- Exercise
Pull from the data below each line where the word "family" occurs, and copy it.

[Supplied records — start]

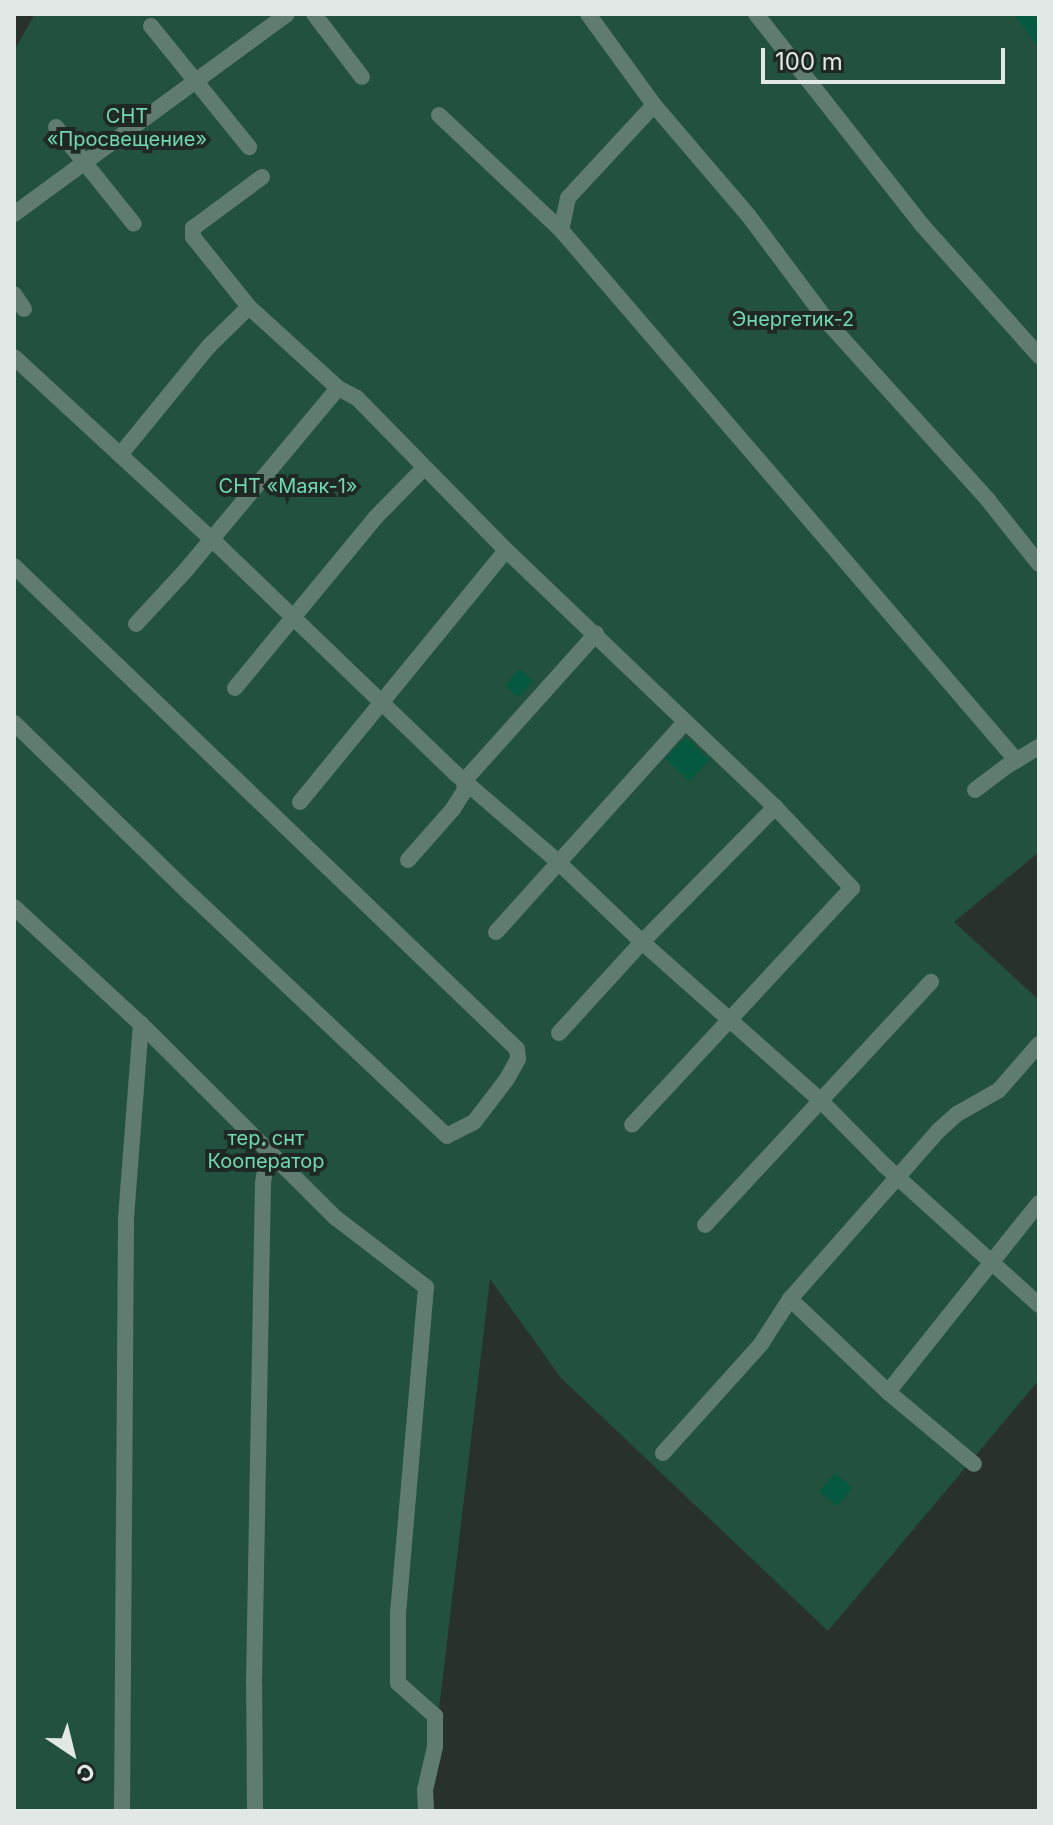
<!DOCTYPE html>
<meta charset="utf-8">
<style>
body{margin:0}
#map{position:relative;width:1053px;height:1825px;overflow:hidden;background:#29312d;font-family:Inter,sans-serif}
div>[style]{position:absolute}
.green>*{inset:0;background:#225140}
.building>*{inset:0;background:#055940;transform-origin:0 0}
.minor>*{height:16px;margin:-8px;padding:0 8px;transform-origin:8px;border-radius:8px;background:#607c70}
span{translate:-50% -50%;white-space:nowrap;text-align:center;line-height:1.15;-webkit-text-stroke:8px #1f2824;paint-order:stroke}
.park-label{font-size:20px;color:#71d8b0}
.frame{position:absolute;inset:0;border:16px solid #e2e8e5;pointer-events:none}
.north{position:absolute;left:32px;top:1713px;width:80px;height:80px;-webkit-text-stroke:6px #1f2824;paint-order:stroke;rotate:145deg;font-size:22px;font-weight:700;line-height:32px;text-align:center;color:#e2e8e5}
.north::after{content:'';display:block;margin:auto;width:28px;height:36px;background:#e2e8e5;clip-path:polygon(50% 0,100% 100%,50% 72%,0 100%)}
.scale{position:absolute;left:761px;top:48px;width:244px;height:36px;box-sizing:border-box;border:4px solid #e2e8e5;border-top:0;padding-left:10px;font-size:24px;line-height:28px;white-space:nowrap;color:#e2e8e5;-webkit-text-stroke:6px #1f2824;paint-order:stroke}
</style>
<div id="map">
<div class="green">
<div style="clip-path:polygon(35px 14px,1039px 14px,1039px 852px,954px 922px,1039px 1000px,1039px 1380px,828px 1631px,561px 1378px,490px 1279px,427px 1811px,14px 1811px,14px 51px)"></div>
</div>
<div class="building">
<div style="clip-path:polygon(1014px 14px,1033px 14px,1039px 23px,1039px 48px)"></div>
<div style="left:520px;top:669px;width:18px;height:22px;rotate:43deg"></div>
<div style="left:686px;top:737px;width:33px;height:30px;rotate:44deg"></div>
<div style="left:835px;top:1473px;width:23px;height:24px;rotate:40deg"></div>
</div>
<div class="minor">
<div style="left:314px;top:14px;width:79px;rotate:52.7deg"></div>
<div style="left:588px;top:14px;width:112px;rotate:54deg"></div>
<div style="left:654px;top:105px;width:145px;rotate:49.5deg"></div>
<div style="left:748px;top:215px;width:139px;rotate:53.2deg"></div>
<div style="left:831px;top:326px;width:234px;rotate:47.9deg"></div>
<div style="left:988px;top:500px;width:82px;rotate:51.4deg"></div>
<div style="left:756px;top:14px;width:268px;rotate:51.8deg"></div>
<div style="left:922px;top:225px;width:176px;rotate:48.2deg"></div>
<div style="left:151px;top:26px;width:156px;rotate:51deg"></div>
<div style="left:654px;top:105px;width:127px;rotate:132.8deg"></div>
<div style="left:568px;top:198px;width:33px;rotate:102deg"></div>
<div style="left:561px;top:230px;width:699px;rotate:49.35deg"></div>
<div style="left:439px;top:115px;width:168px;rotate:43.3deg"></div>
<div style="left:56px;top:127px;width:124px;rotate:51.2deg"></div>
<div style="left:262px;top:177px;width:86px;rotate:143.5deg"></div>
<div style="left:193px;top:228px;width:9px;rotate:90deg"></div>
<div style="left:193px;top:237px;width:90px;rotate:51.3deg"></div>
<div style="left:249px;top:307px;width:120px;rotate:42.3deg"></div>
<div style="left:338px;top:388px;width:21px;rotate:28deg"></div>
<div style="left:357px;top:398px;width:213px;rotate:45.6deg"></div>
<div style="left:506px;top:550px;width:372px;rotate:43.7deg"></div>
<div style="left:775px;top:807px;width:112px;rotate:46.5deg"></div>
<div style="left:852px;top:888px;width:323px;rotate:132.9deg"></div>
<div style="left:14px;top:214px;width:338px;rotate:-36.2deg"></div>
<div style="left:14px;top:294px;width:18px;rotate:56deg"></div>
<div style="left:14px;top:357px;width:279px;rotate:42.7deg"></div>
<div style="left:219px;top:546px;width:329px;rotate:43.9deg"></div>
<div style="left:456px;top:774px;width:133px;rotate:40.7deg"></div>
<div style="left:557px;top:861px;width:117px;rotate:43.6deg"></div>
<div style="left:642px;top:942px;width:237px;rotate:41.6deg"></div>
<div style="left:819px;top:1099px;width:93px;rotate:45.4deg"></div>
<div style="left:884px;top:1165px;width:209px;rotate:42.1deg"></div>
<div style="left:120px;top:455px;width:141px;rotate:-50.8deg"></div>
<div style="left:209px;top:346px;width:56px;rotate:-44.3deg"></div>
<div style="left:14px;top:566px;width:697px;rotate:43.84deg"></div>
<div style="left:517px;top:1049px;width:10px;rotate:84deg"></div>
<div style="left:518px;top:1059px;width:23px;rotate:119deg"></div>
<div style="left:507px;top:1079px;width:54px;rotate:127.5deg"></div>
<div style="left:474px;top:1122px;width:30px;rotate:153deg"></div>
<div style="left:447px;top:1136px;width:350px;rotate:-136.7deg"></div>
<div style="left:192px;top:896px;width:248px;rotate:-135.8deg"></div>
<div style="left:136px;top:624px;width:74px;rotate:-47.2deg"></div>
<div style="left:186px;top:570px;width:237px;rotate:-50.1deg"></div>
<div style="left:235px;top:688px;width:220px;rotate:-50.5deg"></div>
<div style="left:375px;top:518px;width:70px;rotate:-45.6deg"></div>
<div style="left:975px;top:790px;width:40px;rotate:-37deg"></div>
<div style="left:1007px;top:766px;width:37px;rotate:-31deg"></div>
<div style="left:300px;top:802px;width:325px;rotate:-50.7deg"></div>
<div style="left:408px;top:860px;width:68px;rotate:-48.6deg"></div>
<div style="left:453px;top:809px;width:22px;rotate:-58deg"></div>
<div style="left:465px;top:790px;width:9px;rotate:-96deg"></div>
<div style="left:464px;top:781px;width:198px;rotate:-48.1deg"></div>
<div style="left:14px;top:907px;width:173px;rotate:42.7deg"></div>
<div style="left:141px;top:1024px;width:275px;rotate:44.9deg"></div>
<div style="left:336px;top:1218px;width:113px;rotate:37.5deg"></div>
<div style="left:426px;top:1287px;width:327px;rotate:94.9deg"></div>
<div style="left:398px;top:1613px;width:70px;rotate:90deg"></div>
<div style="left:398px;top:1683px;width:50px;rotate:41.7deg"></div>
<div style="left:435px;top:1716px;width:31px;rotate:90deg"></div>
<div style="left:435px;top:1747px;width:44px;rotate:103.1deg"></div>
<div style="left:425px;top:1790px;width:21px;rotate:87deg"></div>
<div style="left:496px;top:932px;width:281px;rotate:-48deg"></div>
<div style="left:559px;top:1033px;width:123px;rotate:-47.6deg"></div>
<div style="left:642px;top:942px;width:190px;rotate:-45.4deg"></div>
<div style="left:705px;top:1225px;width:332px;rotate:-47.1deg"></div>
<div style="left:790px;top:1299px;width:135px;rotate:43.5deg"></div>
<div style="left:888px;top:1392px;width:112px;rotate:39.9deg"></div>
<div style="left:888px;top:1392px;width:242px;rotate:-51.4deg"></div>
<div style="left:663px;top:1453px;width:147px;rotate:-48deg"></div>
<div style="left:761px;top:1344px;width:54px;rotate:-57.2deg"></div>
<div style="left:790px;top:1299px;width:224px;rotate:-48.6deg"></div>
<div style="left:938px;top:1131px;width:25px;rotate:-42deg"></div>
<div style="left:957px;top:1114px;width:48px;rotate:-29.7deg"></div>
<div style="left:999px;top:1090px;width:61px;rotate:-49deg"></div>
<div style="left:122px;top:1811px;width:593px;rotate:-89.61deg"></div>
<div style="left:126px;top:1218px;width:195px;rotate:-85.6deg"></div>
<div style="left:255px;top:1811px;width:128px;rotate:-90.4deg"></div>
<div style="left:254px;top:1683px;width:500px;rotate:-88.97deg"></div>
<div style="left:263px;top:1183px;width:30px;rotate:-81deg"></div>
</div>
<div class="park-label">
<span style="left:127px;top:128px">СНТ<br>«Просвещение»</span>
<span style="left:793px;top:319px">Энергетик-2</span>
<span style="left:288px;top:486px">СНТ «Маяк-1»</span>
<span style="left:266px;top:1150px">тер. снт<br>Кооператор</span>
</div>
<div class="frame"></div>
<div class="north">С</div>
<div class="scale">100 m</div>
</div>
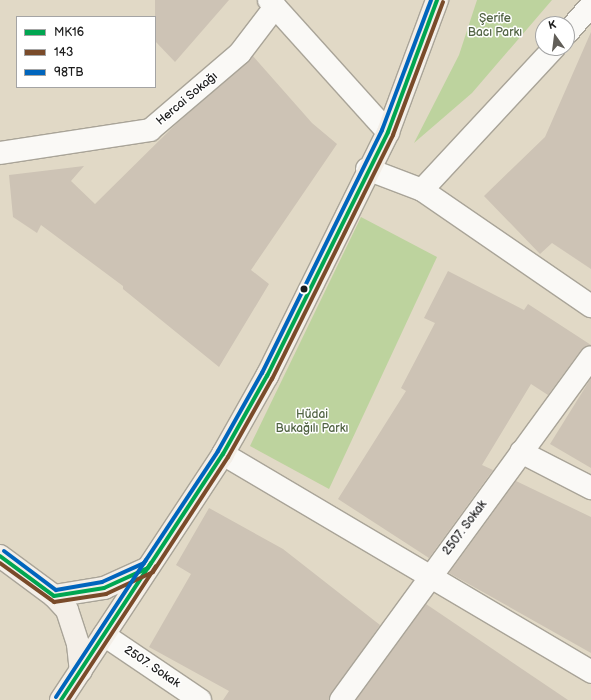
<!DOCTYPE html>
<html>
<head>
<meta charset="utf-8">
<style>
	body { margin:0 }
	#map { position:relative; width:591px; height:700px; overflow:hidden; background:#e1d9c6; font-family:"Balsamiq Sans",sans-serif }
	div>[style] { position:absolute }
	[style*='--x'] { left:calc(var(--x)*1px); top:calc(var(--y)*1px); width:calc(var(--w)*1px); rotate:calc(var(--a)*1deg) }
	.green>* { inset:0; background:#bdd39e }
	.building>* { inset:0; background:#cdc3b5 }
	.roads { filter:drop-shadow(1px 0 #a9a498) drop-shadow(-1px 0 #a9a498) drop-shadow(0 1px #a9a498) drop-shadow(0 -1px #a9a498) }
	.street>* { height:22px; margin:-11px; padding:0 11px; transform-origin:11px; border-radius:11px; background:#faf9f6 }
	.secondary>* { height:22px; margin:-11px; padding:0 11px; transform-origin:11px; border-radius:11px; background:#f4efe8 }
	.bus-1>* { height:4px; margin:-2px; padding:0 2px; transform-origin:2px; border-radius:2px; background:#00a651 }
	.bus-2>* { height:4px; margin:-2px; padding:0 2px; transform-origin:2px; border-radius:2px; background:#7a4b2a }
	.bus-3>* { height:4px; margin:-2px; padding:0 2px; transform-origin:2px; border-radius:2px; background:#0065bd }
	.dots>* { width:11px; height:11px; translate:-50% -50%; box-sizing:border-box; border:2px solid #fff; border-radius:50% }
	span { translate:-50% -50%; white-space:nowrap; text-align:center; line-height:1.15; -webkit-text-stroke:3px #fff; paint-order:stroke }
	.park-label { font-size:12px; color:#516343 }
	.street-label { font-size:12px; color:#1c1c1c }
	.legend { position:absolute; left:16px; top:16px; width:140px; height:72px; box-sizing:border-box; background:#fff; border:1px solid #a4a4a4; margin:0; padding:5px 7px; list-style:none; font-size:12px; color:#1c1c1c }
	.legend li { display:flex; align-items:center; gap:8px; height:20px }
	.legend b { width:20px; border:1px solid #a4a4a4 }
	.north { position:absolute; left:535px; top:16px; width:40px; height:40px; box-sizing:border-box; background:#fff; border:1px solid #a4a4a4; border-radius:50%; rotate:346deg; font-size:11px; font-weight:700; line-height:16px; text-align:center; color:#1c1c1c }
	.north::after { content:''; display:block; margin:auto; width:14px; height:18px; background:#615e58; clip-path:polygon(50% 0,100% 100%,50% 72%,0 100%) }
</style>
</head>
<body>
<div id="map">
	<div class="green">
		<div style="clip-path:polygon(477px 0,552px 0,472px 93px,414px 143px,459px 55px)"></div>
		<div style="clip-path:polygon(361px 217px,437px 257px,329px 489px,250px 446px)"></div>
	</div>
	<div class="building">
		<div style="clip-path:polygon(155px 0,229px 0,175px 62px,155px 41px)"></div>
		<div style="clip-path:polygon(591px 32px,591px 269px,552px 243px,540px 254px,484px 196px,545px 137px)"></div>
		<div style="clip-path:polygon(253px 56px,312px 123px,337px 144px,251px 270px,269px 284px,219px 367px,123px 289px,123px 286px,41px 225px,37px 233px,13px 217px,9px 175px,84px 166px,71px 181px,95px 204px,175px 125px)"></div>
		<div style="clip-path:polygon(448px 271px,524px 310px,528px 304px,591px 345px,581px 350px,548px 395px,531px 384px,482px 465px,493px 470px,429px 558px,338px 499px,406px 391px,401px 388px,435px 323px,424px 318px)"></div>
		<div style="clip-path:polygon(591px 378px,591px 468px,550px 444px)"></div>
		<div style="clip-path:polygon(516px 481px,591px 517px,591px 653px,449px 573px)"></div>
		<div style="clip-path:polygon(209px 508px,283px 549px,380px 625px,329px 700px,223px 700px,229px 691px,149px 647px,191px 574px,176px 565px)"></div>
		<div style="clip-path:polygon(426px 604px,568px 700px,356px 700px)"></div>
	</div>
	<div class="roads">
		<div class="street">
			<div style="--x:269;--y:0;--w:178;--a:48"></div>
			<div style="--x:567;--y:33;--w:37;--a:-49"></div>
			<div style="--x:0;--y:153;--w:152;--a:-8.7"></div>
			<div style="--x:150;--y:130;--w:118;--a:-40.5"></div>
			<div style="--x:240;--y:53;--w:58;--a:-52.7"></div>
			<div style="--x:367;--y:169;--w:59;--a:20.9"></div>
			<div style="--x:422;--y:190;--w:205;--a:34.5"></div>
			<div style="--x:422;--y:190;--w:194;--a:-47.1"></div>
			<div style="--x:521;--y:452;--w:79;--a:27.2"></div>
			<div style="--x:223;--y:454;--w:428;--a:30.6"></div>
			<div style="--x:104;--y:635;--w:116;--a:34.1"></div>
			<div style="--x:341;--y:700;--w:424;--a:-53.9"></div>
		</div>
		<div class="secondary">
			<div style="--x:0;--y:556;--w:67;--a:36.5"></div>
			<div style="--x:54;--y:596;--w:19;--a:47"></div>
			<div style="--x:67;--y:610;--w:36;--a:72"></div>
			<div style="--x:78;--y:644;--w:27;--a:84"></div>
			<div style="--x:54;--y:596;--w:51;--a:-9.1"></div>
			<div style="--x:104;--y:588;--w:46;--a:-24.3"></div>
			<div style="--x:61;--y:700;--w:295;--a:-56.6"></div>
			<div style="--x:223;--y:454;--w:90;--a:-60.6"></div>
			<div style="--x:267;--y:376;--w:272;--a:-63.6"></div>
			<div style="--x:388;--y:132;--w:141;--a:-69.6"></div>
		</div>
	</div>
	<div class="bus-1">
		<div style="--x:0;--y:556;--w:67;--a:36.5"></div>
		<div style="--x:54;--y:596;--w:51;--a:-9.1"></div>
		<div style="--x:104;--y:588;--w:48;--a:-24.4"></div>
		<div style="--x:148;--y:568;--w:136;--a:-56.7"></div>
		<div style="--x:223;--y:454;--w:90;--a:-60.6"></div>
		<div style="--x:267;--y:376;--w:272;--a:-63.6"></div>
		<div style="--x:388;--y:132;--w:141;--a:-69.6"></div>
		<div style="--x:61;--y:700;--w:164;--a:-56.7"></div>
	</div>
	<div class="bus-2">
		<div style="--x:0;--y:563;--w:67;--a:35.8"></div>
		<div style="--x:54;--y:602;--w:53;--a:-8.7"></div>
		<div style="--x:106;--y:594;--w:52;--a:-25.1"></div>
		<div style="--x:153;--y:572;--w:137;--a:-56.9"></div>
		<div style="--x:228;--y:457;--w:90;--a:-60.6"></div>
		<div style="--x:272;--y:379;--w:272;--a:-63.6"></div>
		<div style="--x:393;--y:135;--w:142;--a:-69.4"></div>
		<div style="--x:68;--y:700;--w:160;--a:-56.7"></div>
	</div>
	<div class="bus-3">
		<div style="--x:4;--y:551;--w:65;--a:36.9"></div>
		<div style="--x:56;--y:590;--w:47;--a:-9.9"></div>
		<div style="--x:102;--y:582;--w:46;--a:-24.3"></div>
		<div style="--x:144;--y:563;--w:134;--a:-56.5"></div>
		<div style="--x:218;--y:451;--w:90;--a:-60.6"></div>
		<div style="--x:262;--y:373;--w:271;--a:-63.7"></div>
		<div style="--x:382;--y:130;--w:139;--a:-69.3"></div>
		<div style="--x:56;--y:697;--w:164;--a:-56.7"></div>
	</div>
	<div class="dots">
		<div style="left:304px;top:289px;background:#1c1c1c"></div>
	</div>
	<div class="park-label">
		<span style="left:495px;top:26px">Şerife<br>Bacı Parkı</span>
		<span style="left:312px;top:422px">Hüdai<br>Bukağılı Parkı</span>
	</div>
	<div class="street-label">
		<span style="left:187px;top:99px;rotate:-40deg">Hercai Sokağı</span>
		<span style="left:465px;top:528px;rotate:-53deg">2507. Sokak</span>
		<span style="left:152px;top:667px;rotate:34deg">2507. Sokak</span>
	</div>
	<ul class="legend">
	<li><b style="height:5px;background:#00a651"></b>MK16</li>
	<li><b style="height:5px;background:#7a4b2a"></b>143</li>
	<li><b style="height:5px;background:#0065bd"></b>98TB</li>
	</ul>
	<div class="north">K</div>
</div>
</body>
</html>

[Supplied records — finish]

- Exercise answer
#map{position:relative;width:1053px;height:1825px;overflow:hidden;background:#29312d;font-family:Inter,sans-serif}
	#map { position:relative; width:591px; height:700px; overflow:hidden; background:#e1d9c6; font-family:"Balsamiq Sans",sans-serif }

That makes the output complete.